From the first line to the last, copy the data below word for word.

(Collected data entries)
[Start of section]
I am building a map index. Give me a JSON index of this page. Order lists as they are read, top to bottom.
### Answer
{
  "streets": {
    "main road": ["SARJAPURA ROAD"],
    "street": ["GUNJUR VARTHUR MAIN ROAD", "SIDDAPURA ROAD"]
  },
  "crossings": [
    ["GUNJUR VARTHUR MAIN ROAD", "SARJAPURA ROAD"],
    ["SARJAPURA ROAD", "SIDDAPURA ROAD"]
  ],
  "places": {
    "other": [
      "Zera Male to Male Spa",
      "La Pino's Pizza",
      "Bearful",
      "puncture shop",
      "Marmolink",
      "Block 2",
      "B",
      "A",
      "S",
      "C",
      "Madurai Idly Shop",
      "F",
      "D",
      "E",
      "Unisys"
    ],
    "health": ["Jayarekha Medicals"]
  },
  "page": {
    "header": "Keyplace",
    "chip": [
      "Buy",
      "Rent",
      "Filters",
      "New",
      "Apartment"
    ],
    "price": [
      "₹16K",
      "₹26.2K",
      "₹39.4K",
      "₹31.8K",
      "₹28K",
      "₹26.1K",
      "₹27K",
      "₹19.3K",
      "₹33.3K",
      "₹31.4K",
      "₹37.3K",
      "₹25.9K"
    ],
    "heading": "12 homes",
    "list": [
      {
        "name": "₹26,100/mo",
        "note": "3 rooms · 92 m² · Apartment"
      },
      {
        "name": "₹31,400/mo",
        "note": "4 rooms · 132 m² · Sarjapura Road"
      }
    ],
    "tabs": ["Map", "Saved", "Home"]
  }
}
[End of section]
▶ Solved problem:
I am building a map index. Give me a JSON index of this page. Order lists as they are read, top to bottom.
### Answer
{
  "streets": {
    "main road": ["SARJAPURA ROAD"],
    "street": ["GUNJUR VARTHUR MAIN ROAD", "SIDDAPURA ROAD"]
  },
  "crossings": [
    ["GUNJUR VARTHUR MAIN ROAD", "SARJAPURA ROAD"],
    ["SARJAPURA ROAD", "SIDDAPURA ROAD"]
  ],
  "places": {
    "other": [
      "Zera Male to Male Spa",
      "La Pino's Pizza",
      "Bearful",
      "puncture shop",
      "Marmolink",
      "Block 2",
      "B",
      "A",
      "S",
      "C",
      "Madurai Idly Shop",
      "F",
      "D",
      "E",
      "Unisys"
    ],
    "health": ["Jayarekha Medicals"]
  },
  "page": {
    "header": "Keyplace",
    "chip": [
      "Buy",
      "Rent",
      "Filters",
      "New",
      "Apartment"
    ],
    "price": [
      "₹16K",
      "₹26.2K",
      "₹39.4K",
      "₹31.8K",
      "₹28K",
      "₹26.1K",
      "₹27K",
      "₹19.3K",
      "₹33.3K",
      "₹31.4K",
      "₹37.3K",
      "₹25.9K"
    ],
    "heading": "12 homes",
    "list": [
      {
        "name": "₹26,100/mo",
        "note": "3 rooms · 92 m² · Apartment"
      },
      {
        "name": "₹31,400/mo",
        "note": "4 rooms · 132 m² · Sarjapura Road"
      }
    ],
    "tabs": ["Map", "Saved", "Home"]
  }
}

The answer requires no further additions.